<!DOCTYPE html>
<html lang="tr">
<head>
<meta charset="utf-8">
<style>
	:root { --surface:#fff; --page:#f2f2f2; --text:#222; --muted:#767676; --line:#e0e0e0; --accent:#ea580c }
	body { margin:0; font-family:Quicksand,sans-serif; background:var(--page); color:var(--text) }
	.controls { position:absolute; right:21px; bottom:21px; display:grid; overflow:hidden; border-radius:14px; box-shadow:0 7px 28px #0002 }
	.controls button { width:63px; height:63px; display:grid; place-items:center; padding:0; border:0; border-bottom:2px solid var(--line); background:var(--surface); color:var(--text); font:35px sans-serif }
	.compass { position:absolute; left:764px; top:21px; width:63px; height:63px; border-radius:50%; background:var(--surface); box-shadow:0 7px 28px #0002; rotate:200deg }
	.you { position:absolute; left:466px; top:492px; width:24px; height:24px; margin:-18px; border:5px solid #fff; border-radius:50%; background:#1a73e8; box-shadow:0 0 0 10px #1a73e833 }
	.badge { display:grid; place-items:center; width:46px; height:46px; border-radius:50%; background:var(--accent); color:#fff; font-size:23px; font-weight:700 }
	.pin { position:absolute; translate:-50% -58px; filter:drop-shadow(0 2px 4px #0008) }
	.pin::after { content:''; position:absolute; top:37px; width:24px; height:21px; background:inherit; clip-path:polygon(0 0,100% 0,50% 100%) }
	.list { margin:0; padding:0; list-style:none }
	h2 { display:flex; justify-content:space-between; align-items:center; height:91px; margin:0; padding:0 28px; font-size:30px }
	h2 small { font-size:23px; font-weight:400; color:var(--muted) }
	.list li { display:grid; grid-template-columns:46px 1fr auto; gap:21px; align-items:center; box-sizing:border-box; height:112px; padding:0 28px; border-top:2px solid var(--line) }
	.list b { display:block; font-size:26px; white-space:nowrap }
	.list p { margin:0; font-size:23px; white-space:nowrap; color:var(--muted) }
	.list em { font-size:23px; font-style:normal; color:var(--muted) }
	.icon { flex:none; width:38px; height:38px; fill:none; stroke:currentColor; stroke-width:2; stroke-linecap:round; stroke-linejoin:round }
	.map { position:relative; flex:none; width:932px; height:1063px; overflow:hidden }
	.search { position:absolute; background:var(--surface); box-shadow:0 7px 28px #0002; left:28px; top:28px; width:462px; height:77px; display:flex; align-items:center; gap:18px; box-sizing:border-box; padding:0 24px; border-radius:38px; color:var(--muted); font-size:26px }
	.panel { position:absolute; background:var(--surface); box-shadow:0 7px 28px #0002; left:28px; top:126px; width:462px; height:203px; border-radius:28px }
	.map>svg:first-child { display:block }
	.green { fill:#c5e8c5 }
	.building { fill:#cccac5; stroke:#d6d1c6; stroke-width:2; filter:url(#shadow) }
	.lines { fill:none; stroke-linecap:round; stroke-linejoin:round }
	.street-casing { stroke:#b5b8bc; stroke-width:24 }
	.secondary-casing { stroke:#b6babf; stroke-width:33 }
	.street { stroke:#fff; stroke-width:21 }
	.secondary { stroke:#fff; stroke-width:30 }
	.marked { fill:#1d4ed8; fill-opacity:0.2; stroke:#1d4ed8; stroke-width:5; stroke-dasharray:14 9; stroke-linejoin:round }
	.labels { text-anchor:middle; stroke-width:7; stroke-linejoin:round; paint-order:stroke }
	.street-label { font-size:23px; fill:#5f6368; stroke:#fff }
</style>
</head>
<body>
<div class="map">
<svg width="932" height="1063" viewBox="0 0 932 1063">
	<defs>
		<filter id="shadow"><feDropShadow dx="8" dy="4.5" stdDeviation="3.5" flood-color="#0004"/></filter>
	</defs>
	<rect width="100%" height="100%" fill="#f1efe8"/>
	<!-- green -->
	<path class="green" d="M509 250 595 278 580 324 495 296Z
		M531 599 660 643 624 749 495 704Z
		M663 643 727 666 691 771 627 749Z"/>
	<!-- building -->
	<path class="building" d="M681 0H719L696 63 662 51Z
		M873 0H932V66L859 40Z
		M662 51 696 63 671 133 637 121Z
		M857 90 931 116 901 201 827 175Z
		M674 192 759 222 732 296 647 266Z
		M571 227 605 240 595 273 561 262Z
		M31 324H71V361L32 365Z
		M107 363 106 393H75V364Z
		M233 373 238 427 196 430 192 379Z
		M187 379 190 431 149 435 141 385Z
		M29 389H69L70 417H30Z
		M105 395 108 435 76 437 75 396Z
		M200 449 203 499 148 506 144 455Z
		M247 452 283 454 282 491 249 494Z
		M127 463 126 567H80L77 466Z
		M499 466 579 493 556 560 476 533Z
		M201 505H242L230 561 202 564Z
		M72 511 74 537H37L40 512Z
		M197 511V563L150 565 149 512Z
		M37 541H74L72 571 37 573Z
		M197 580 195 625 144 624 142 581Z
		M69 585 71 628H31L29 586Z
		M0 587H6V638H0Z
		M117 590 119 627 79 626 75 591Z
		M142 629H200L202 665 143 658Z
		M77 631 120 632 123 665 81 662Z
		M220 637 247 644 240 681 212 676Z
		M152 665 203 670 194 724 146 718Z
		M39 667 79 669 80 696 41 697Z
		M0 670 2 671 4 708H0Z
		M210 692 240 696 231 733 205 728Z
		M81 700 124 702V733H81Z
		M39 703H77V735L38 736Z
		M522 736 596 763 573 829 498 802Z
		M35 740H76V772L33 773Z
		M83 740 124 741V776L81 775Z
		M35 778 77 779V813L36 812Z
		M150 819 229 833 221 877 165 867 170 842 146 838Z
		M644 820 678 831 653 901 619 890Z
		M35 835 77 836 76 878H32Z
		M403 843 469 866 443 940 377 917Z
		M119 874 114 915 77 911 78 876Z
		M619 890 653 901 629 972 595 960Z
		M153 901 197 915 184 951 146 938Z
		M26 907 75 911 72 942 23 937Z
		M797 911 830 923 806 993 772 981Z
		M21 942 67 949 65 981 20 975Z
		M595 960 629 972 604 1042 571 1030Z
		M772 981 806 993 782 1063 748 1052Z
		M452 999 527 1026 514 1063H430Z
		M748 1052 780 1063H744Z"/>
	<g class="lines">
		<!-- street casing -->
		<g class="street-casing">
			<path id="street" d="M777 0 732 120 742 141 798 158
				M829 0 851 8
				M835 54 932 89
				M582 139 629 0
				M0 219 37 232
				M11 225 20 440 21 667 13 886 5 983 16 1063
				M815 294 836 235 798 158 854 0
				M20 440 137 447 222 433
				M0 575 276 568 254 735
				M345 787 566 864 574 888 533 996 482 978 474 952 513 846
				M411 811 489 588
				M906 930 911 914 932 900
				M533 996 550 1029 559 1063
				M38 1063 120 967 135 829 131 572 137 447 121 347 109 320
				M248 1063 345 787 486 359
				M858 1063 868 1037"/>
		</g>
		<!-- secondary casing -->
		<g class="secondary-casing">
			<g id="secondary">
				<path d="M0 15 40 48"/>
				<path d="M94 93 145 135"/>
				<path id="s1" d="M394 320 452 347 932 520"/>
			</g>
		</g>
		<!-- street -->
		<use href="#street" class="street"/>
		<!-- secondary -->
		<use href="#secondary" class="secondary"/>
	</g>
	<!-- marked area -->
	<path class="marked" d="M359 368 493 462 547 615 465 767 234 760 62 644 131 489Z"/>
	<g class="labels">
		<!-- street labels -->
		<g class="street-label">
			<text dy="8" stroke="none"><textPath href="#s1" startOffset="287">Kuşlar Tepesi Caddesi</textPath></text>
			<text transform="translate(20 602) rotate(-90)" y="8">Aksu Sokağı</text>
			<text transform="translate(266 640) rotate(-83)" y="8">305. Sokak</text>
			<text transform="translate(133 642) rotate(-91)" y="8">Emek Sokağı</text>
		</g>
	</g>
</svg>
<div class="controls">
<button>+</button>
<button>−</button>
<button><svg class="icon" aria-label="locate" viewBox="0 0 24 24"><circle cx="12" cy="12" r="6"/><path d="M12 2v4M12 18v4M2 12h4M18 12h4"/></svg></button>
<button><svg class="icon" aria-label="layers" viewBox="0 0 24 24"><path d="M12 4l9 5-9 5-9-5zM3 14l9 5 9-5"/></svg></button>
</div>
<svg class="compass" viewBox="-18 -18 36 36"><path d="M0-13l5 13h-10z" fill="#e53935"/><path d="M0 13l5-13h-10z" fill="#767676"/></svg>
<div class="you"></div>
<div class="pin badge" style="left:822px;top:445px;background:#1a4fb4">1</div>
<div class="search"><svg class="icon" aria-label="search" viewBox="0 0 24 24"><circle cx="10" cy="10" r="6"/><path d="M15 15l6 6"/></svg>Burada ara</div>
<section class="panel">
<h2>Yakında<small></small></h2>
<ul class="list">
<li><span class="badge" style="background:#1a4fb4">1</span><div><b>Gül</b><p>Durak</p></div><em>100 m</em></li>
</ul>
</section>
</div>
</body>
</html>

YOUR GOAL ▸ Return only the part of the records above that opens with the line containing "M21 942 67 949 65 981 20 975Z" and closes with the line containing "M835 54 932 89", ends included.

ANSWER FOR THE TASK ▸
		M21 942 67 949 65 981 20 975Z
		M595 960 629 972 604 1042 571 1030Z
		M772 981 806 993 782 1063 748 1052Z
		M452 999 527 1026 514 1063H430Z
		M748 1052 780 1063H744Z"/>
	<g class="lines">
		<!-- street casing -->
		<g class="street-casing">
			<path id="street" d="M777 0 732 120 742 141 798 158
				M829 0 851 8
				M835 54 932 89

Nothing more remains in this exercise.